## Work instructions:
The answer must consist of each line below that contains the word "crossings", copied in full.

## Working data:
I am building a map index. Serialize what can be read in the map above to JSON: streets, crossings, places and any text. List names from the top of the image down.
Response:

==

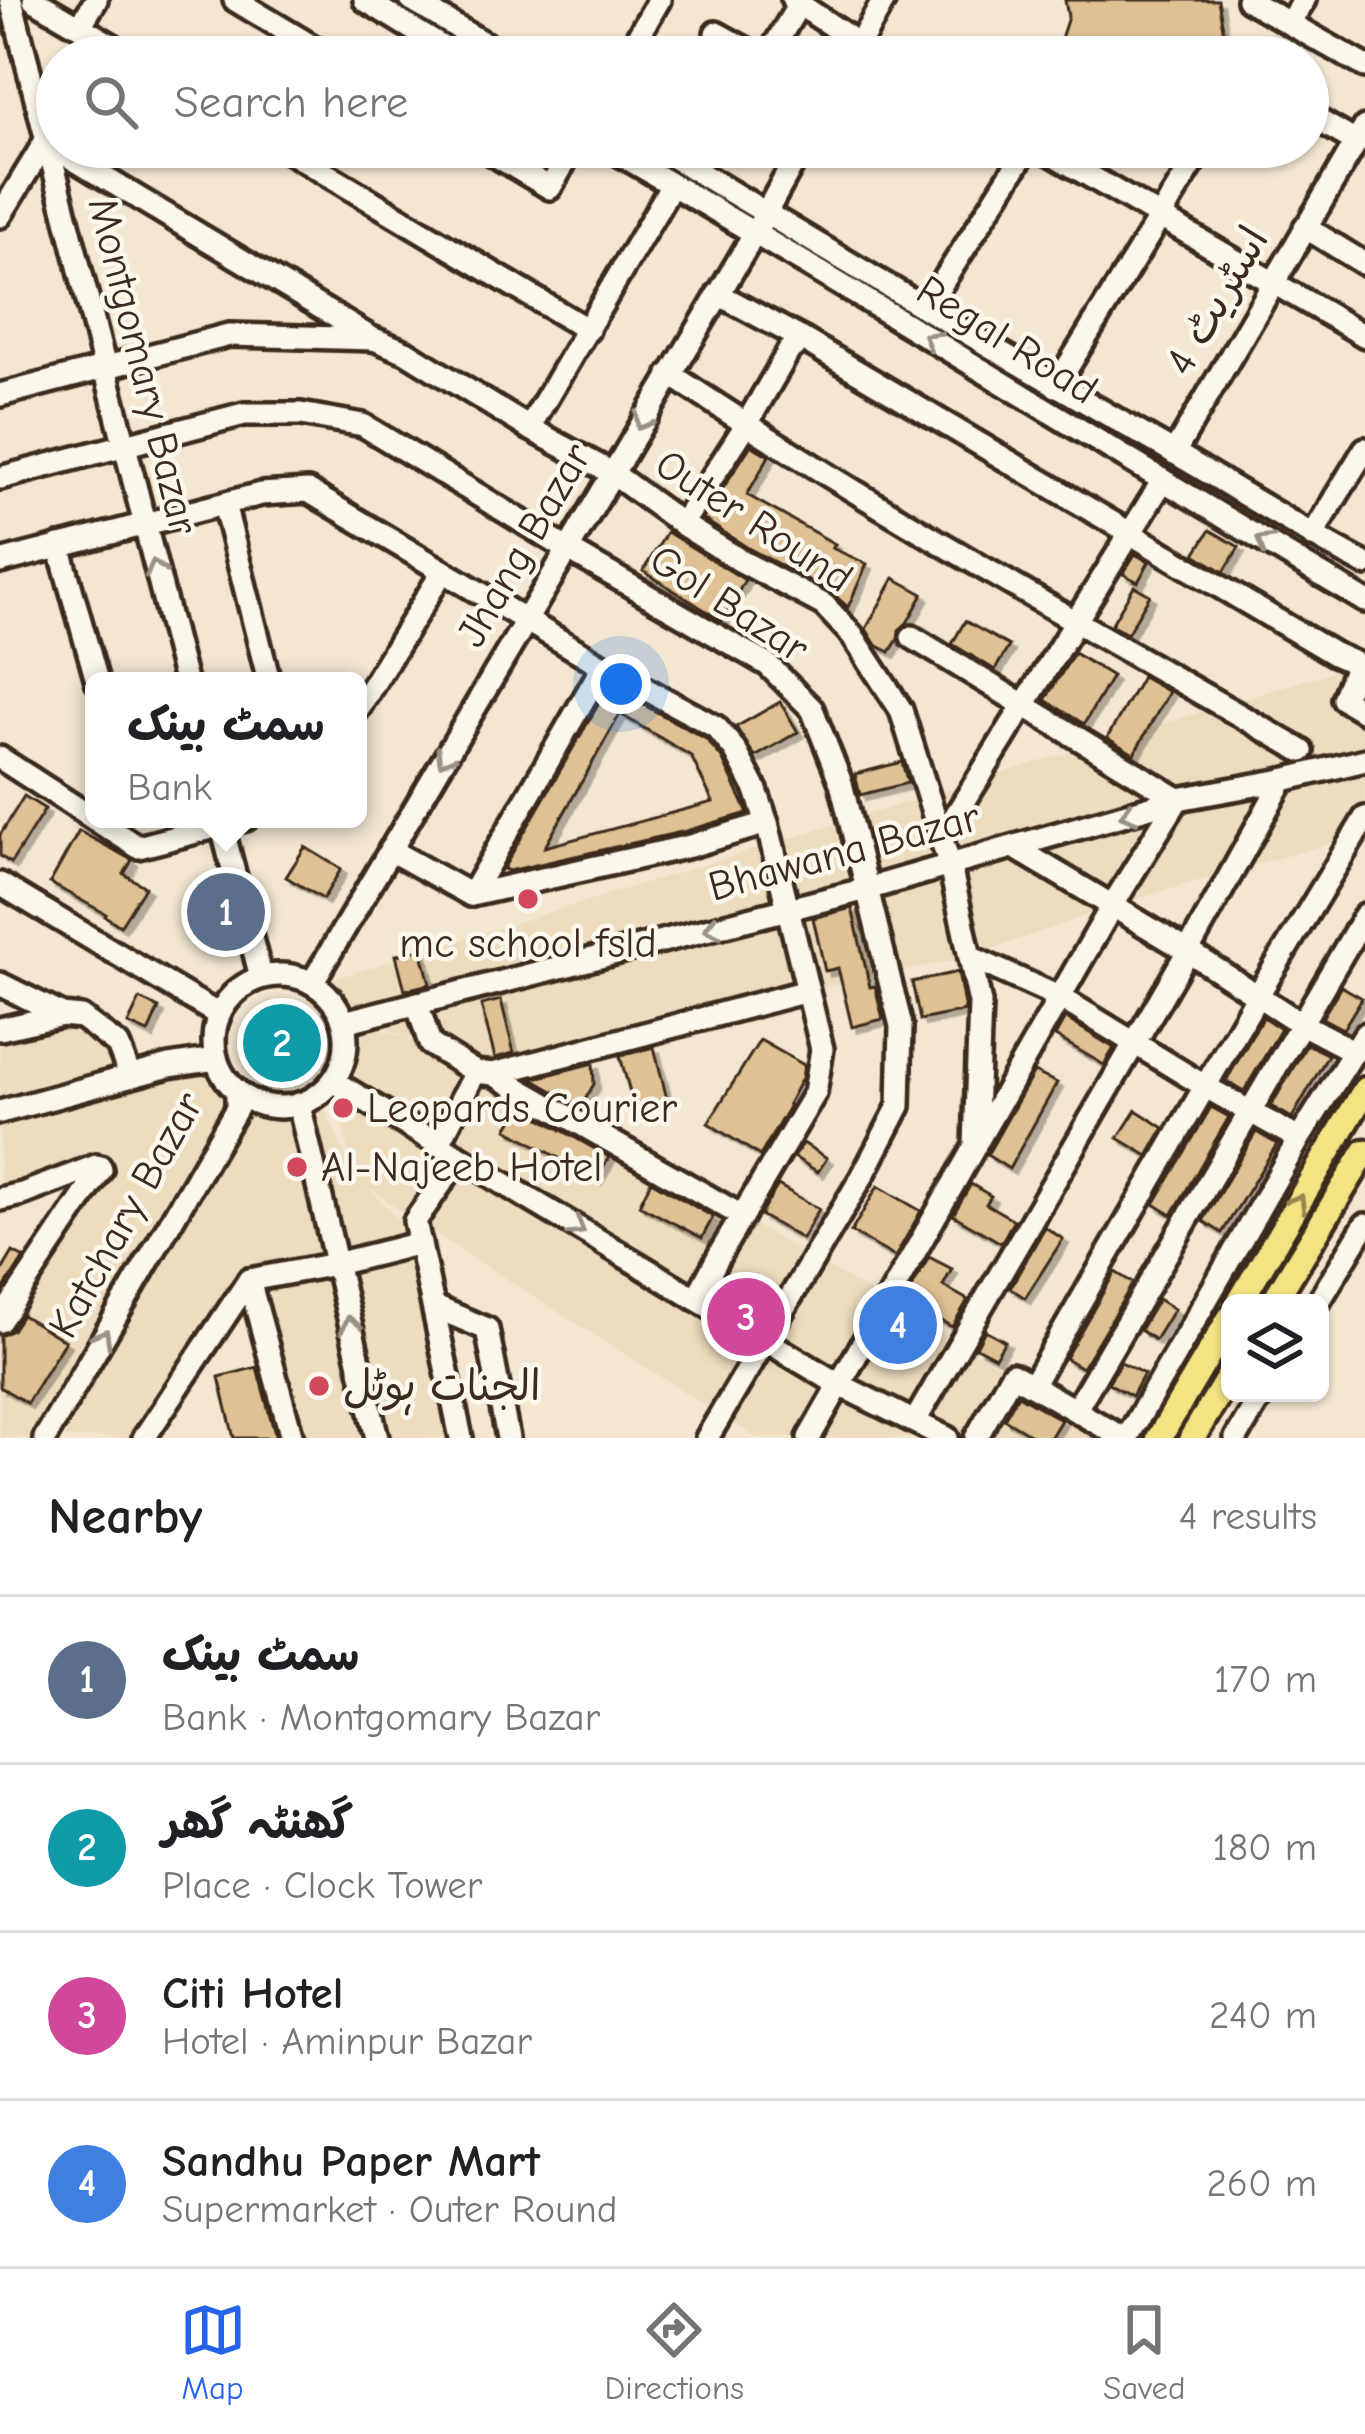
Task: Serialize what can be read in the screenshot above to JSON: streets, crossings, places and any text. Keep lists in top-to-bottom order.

--

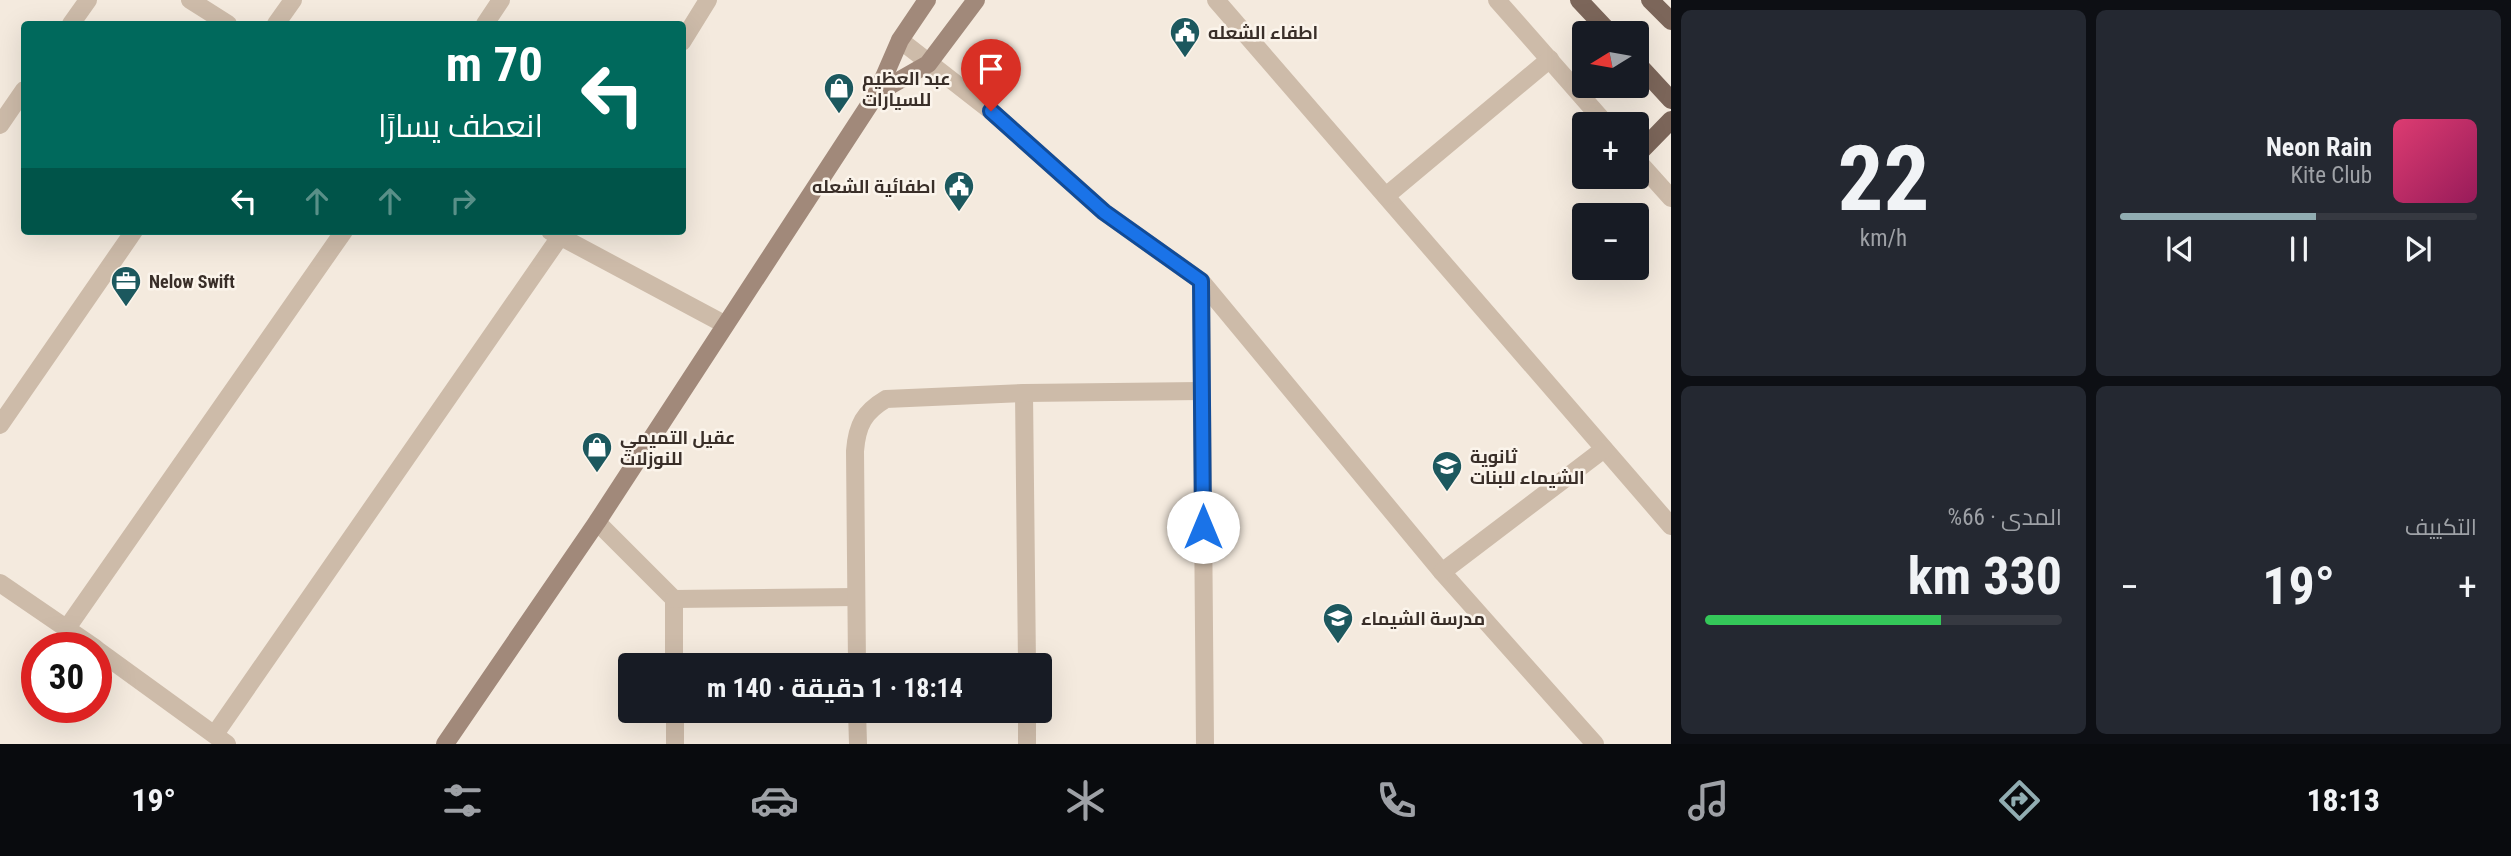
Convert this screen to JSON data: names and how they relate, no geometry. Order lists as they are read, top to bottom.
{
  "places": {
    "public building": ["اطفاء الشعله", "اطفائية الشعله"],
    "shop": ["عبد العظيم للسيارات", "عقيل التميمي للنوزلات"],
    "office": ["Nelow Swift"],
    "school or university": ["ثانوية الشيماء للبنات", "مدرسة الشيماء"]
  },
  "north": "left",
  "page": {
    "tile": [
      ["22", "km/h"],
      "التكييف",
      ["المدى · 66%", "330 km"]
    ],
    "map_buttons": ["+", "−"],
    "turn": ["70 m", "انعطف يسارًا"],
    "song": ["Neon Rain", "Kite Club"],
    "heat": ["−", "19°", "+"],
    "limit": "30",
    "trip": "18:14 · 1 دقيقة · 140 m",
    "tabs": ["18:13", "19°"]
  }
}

## Written answer:
I am building a map index. Serialize what can be read in the map above to JSON: streets, crossings, places and any text. List names from the top of the image down.
Task: Serialize what can be read in the screenshot above to JSON: streets, crossings, places and any text. Keep lists in top-to-bottom order.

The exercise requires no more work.